I hate this so much. My husband seems to think that it is because we have a humongous cottonwood tree that has very large roots that run under our house. But the older additon is 70 years old and no crack anywhere on the ceiling. He wants to cut down the tree. I am adamant about leaving this beautiful tree , it is 125 yrs old and shades our home and plants.

he says it is the only thing that could be causing this.. I think that if it was the tree roots doing this, the crack wouldn't close up and then reopen other times. Please help, I do not want to lose my tree. We had a concrete company pour our foundation, and inspector walked upstairs and he said it was so sturdy that you could not budge the floor at all. So I don't know what is going on. We have no water leaks or anything. The whole house has been completely remodeled. The addition where the crack is does have crown moulding, just to let you know , although I find it hard to believe that , that would have anything to do with the crack. My husband is determined to cut down this wonderful tree. Please help.


----------



## ccarlisle (Jul 11, 2009)

A cracked ceiling is replaceable, a tree isn't. If he is looking for an excuse, this isn't a good one IMO.

Is the crack straight along a possible seam? at a given fixed distance from a wall, like 4' or 6'? along a joist?


----------



## Nestor_Kelebay (Jul 11, 2009)

Dreamercgl:

     You should be aware that almost all (over 90 percent) of a trees roots will be in the top three feet of soil.  I don't know how deep the foundation is on your addition.

The reason why even the largest trees have a very shallow root system is that besides anchoring the tree against wind, the job of the roots is to gather moisture and nutrients from the soil.  The nutrients the tree is after are the ones that occur as a result of AEROBIC decomposition of organic matter.  (That means the decay of organic matter that takes place in the presence of oxygen.)
What the roots are actually looking for is "compost" which is made by allowing organic matter to decal aerobically.

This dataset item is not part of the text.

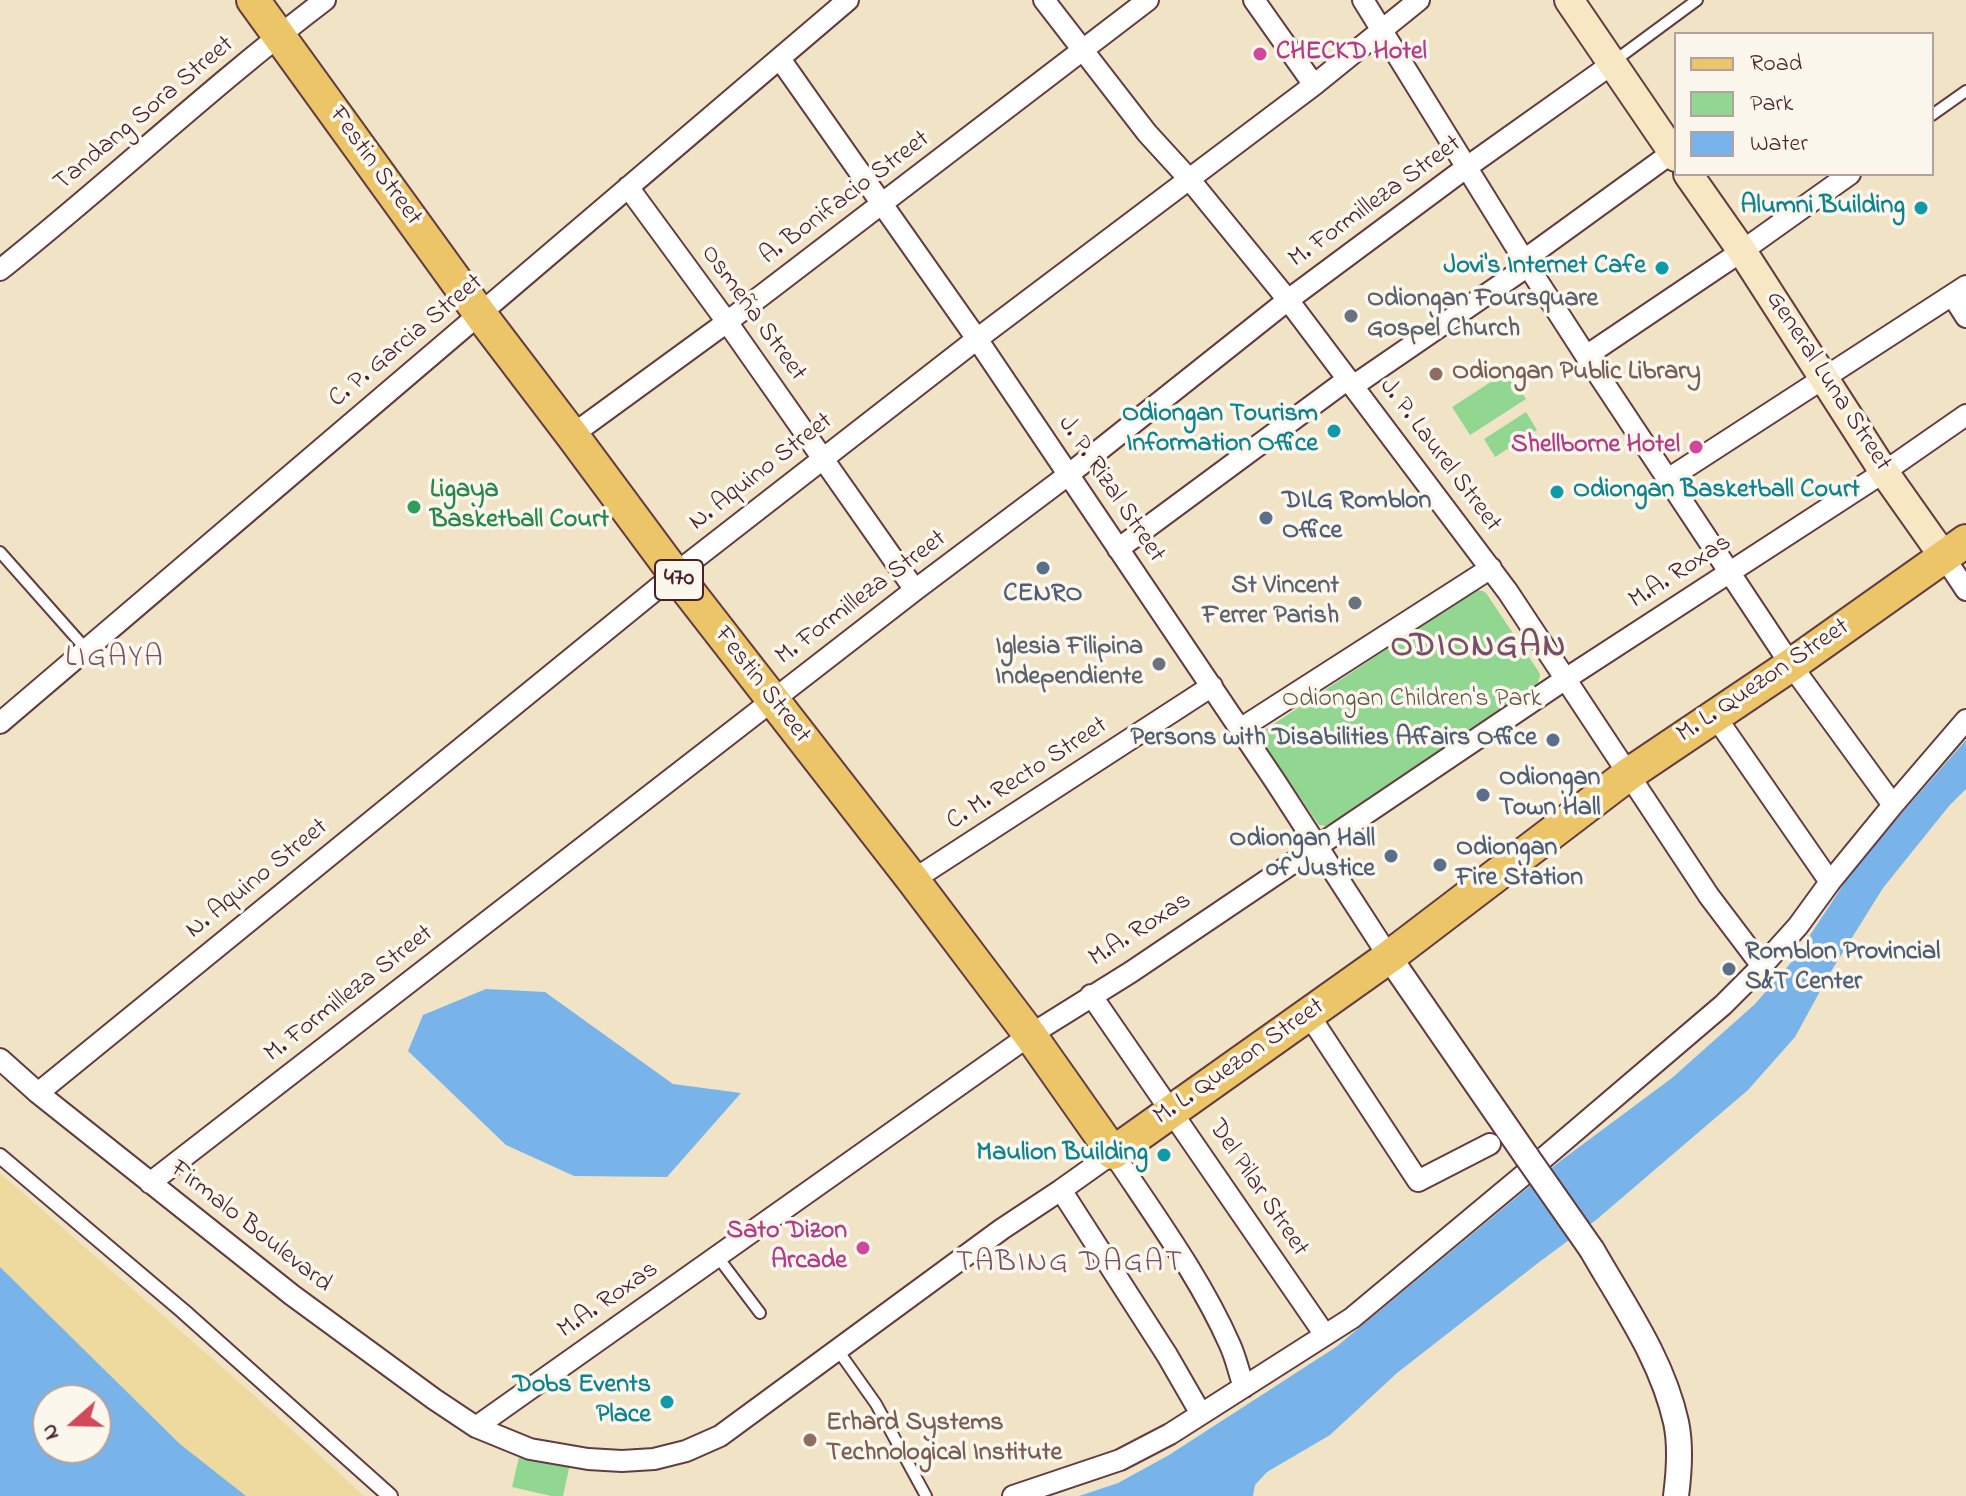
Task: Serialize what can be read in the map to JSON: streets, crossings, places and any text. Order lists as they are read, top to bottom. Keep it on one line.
{"streets":{"main road":["Festin Street","General Luna Street","470","M. L. Quezon Street"],"street":["Tandang Sora Street","A. Bonifacio Street","M. Formilleza Street","Osmeña Street","C. P. Garcia Street","J. P. Laurel Street","N. Aquino Street","J. P. Rizal Street","M.A. Roxas","C. M. Recto Street","Del Pilar Street","Firmalo Boulevard"]},"crossings":[["Tandang Sora Street","Festin Street"],["Festin Street","A. Bonifacio Street"],["Festin Street","M. Formilleza Street"],["Festin Street","C. P. Garcia Street"],["Festin Street","N. Aquino Street"],["Festin Street","M.A. Roxas"],["Festin Street","M. L. Quezon Street"],["Festin Street","C. M. Recto Street"],["A. Bonifacio Street","Osmeña Street"],["A. Bonifacio Street","J. P. Laurel Street"],["A. Bonifacio Street","J. P. Rizal Street"],["M. Formilleza Street","Osmeña Street"],["M. Formilleza Street","General Luna Street"],["M. Formilleza Street","J. P. Laurel Street"],["M. Formilleza Street","J. P. Rizal Street"],["M. Formilleza Street","Firmalo Boulevard"],["Osmeña Street","C. P. Garcia Street"],["Osmeña Street","N. Aquino Street"],["C. P. Garcia Street","J. P. Rizal Street"],["General Luna Street","M.A. Roxas"],["General Luna Street","M. L. Quezon Street"],["J. P. Laurel Street","N. Aquino Street"],["J. P. Laurel Street","M.A. Roxas"],["J. P. Laurel Street","M. L. Quezon Street"],["N. Aquino Street","J. P. Rizal Street"],["N. Aquino Street","Firmalo Boulevard"],["J. P. Rizal Street","M.A. Roxas"],["J. P. Rizal Street","M. L. Quezon Street"],["J. P. Rizal Street","C. M. Recto Street"],["M.A. Roxas","M. L. Quezon Street"],["M.A. Roxas","Del Pilar Street"],["M.A. Roxas","Firmalo Boulevard"],["M. L. Quezon Street","Del Pilar Street"],["M. L. Quezon Street","Firmalo Boulevard"]],"districts":["ODIONGAN","LIGAYA","TABING DAGAT"],"parks":["Odiongan Children's Park"],"places":["CHECKD Hotel","Alumni Building","Jovi's Internet Cafe","Odiongan Foursquare Gospel Church","Odiongan Public Library","Odiongan Tourism Information Office","Shellborne Hotel","Odiongan Basketball Court","Ligaya Basketball Court","DILG Romblon Office","CENRO","St Vincent Ferrer Parish","Iglesia Filipina Independiente","Persons with Disabilities Affairs Office","Odiongan Town Hall","Odiongan Hall of Justice","Odiongan Fire Station","Romblon Provincial S&T Center","Maulion Building","Sato Dizon Arcade","Dobs Events Place","Erhard Systems Technological Institute"],"legend":["Road","Park","Water"],"north":"left"}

The problem is that you simply don't have enough oxygen in the soil more than about 3 feet down to support aerobic decay.  You may have anaerobic decay deep down, but that doesn't produce the good stuff the tree is after.  So, roots that grow downward into deeper soil don't find that good stuff, and simply don't do well.

This is precisely the reason why cities with millions of sewer pipes buried 6 to 8 feet deep and millions of trees with root systems 0 to 3 feet deep don't interfere with each other very often.  Generally, the only time a tree will grow roots into a sewer pipe is because there's a crack in the sewer pipe and the soil around the sewer pipe starts to resemble the soil near the surface; with plenty of moisture, oxygen and nutrients in it.  If there is no leak in the sewer pipe, the tree won't be the least bit interested in it.

What you CAN do, until you find the cause of the cracking is to paint over the crack with something called an elastomeric coating.  Elastomeric coatings work on masonary buildings and roofs, and are essentially a paint made from the same kind of rubber the toy called "Stretch Armstrong" is.  It's a thin rubber coating that will stretch across a gap as long as the gap is spread, and then shrink back again to it's original shape as the gap closes.  Any place that sells roofing materials and/or exterior coatings for masonary buildings will know about, and can advise you further about elastomeric coatings.  You don't have to paint your whole ceiling with the stuff, only over the cracked area.  Essentially, you simply tint your elastomeric coating the same colour as the paint you intend to use on your ceiling.  You paint over the crack with your elastomeric coating, allow time to dry, and then paint up to the crack on each side with your normal ceiling paint.


----------



## Nestor_Kelebay (Jul 11, 2009)

The crack in your ceiling may be due to frost heave if your foundation isn't very deep.  In the winter the ground will freeze to a depth of up to 5 feet where I live (Winnipeg, Manitoba) and shallower the further south you live.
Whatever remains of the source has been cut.